2 mercaptoehanol

Mouse PDAC cells stably expressing OVA and carrying doxycycline (Dox)-inducible mTurquoise2-Atg4B^C74A were grown as organoids, treated with or without Dox (1 μg/mL) for 96 hrs. Organoids were dissociated into single cells, which were then incubated with either anti-H-2K^b-SIINFEKL antibody (clone 25-D1.16, BioXCell, BE0207) or isotype control (clone MOPC-21, BioXCell, BE0083) at 100 μg/mL for 30 min at 4 °C. Total splenocytes were harvested from OT-I mice and CD8⁺ T cells were enriched using Dynabeads® Untouched™ Mouse CD8 Cells (Invitrogen, 11417D) following manufacturer’s instructions. Isolated CD8⁺ T cells were labelled with 10 μM CFSE (BioLegend) for 10 min at RT in the dark, washed 3x with RPMI-1640 supplemented with 10% FBS. Ten thousand PDAC cells and forty thousand CD8⁺ cells were seeded in 96-well plates and cultured in 100 μL 50% DMEM and 50% RPMI-1640 supplemented with 10% FBS, 10 ng/mL recombinant murine IL-2 (Peprotech), 27.5 μM 2-Mercaptoehanol (Gibco), and 100 μg/mL of respective antibodies.
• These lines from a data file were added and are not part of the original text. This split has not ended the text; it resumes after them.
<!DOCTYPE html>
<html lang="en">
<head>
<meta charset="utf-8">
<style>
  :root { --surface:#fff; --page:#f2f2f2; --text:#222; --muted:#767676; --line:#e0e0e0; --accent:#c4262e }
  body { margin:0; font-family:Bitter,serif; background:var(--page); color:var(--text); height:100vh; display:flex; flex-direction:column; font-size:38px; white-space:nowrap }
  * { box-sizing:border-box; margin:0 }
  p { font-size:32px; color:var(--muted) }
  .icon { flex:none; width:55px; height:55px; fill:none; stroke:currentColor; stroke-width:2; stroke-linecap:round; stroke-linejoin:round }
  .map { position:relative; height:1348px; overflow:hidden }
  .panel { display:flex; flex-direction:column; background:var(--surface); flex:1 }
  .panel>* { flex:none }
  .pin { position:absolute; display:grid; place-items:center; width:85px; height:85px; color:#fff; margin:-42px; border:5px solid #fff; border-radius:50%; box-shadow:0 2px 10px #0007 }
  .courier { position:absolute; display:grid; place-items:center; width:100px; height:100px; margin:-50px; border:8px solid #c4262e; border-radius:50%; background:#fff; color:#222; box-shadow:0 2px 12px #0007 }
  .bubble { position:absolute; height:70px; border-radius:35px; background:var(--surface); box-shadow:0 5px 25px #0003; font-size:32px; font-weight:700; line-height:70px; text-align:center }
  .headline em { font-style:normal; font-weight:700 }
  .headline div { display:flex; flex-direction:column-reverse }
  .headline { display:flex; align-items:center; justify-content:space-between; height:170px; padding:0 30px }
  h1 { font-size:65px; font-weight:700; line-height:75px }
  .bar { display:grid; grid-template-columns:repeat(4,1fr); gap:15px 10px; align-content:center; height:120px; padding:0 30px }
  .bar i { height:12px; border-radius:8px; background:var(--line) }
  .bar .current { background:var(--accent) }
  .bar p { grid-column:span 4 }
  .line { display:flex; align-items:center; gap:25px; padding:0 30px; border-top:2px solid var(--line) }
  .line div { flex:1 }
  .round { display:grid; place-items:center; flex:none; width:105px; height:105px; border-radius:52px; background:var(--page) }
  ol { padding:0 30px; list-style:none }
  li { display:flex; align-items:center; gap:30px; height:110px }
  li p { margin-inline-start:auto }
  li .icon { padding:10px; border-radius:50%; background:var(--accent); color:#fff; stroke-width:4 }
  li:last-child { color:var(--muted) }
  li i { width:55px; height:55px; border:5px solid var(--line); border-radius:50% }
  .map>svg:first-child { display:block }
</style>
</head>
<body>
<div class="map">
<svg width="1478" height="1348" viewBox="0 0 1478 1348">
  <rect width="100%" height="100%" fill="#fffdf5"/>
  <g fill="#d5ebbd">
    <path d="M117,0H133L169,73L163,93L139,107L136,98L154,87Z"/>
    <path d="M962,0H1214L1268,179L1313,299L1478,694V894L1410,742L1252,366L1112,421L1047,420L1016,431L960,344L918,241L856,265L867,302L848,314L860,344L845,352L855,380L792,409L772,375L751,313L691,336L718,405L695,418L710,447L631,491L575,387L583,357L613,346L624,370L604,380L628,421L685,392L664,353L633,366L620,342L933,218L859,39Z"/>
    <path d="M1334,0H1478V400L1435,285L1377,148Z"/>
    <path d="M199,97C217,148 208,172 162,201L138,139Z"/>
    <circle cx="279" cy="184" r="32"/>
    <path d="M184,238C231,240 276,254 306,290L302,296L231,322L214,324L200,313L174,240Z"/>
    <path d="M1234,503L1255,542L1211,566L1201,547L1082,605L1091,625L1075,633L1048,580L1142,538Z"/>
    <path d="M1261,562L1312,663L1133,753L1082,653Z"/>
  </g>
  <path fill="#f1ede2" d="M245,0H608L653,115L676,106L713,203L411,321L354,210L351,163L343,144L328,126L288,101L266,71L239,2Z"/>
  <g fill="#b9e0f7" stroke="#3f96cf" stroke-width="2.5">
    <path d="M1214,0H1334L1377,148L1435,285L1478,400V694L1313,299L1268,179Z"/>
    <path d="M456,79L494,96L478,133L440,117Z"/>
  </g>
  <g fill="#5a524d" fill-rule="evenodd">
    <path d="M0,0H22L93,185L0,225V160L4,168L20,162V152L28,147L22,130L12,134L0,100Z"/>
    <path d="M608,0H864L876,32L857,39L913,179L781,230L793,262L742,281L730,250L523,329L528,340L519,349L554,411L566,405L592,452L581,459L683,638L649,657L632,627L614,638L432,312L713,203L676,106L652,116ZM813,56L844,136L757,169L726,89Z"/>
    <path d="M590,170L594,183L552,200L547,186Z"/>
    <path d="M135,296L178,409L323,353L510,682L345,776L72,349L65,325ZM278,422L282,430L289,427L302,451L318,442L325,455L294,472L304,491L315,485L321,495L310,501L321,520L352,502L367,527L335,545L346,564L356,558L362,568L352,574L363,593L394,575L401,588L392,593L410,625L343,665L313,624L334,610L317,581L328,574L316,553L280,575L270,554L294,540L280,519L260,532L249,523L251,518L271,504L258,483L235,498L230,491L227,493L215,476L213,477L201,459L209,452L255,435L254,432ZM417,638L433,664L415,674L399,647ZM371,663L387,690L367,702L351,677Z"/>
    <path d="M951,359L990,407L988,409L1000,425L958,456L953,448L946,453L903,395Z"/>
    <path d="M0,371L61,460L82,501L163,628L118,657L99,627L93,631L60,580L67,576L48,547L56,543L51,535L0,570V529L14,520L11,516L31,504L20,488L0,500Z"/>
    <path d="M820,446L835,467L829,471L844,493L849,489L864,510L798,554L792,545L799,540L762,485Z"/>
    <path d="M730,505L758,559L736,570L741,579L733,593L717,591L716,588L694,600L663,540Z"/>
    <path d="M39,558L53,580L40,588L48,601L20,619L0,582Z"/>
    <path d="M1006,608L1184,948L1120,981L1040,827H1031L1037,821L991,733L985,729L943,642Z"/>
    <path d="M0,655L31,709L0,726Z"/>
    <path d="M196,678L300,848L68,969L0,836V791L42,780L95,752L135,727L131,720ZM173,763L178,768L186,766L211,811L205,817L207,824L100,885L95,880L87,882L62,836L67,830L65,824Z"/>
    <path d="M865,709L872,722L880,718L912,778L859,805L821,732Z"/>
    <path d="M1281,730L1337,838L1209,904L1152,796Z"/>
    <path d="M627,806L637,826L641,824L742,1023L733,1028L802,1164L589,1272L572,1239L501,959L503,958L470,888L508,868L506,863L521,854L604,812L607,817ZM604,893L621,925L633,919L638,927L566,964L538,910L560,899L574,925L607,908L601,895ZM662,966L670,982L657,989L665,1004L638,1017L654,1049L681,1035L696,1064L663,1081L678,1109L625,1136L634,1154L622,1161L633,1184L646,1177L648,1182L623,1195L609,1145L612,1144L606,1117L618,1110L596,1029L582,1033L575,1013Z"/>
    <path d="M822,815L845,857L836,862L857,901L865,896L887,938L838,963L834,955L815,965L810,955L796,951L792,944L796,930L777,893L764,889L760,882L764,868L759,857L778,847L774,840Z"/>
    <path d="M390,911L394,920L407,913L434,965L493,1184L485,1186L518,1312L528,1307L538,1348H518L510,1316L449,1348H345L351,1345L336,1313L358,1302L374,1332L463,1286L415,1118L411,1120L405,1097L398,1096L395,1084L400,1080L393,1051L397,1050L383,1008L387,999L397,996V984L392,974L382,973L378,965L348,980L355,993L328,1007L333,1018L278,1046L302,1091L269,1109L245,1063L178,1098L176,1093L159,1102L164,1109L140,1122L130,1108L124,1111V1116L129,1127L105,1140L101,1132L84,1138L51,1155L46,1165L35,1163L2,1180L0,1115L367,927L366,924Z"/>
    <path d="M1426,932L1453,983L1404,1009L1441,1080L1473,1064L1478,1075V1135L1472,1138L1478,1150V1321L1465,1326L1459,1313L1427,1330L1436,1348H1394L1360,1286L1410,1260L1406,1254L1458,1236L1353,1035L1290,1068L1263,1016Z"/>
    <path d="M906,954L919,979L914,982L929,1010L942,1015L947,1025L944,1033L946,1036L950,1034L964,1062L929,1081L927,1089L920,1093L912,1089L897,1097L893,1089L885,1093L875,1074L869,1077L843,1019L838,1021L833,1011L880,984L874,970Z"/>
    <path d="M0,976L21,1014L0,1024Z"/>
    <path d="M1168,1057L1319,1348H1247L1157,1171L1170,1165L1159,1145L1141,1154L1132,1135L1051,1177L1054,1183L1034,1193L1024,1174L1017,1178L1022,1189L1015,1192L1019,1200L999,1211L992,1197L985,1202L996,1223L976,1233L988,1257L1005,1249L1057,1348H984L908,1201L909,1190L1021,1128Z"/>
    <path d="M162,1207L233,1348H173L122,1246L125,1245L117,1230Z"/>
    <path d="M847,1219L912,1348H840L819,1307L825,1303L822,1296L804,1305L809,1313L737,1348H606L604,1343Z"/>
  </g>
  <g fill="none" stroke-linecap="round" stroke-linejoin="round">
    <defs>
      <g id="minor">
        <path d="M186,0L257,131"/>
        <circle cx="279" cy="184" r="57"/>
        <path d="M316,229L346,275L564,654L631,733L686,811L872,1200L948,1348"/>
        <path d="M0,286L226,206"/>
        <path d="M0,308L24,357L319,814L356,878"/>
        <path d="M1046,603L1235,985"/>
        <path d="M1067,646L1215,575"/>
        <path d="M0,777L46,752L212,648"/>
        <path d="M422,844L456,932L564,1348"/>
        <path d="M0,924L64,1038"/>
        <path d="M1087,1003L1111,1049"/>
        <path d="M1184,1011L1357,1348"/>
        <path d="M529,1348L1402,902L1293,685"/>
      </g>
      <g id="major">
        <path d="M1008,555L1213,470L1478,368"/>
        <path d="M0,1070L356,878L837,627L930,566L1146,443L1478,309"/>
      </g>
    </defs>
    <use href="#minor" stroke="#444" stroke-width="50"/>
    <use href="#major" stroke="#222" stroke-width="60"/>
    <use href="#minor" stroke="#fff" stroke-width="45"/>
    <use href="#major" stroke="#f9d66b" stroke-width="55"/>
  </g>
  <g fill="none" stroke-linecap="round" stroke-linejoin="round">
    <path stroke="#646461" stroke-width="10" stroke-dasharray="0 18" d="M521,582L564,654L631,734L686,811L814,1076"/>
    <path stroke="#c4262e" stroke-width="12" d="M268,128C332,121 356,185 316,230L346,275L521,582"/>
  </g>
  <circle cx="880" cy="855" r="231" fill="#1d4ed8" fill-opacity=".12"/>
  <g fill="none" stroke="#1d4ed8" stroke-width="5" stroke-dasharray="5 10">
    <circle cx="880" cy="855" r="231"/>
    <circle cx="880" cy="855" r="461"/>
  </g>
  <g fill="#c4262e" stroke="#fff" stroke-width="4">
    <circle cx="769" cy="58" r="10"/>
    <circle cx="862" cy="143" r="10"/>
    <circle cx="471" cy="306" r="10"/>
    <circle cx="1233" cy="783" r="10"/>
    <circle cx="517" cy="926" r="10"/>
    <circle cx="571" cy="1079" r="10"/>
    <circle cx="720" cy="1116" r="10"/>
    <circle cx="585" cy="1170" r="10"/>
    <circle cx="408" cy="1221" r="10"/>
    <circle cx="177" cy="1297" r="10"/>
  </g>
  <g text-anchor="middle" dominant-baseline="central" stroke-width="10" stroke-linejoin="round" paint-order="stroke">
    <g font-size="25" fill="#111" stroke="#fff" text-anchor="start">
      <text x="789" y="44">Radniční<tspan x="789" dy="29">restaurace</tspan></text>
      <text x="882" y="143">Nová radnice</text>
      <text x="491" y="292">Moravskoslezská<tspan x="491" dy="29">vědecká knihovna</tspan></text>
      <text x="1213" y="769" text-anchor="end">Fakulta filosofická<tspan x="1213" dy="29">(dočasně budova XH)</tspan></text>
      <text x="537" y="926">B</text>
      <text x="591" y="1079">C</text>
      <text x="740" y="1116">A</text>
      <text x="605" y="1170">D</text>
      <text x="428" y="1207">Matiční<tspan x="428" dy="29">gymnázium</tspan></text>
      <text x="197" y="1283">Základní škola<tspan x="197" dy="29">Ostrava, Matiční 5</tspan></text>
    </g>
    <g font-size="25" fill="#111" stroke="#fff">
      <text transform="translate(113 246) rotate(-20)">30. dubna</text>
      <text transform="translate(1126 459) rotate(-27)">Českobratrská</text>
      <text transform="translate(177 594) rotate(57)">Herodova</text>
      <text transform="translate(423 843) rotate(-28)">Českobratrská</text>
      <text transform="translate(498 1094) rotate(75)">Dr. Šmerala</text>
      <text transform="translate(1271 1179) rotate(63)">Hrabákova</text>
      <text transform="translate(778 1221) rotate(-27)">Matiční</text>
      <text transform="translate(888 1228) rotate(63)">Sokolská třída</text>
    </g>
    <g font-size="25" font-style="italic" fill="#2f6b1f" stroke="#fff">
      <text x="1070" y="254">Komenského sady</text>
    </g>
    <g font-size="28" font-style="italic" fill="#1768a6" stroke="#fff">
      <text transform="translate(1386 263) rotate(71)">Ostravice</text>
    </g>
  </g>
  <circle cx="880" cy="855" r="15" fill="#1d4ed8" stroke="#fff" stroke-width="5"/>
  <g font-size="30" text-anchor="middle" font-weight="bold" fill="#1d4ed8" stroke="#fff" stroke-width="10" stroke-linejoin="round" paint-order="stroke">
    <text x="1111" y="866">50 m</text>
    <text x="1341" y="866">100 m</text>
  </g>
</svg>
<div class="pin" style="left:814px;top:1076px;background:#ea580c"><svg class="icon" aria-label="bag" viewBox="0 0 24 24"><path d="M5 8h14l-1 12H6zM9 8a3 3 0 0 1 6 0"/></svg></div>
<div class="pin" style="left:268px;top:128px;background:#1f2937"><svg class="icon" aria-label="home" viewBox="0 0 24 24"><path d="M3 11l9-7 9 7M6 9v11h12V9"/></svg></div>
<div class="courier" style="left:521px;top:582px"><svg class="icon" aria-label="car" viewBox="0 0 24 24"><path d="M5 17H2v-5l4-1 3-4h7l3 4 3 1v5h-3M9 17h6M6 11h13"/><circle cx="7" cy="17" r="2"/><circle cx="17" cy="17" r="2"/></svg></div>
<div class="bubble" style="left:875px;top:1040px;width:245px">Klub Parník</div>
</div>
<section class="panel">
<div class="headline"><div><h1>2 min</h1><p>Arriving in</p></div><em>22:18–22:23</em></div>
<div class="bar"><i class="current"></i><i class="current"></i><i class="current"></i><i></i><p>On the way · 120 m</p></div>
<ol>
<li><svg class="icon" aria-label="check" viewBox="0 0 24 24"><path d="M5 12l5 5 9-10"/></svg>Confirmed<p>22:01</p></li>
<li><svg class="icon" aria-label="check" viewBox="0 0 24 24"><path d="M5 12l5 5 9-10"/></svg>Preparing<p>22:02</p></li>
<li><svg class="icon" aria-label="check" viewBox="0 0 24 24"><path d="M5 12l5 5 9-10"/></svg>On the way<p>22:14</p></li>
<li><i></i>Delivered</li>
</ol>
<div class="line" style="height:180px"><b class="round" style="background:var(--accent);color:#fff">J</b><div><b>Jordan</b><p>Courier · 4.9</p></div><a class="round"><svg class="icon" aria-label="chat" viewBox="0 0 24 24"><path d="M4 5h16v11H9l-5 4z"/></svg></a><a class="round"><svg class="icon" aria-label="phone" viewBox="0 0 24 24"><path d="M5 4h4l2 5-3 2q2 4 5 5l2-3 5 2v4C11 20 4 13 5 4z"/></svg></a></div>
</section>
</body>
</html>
After 48 hrs, CD8⁺ T cells were harvested and stained with anti-CD8a antibody (AF647, clone 53–6.7, BioLegend) and DAPI, and proliferation was analyzed by CFSE dilution using flow cytometry. After removal of CD8⁺ T cells, the viability of remaining PDAC cells were measured by CellTiter-Glo (Promega).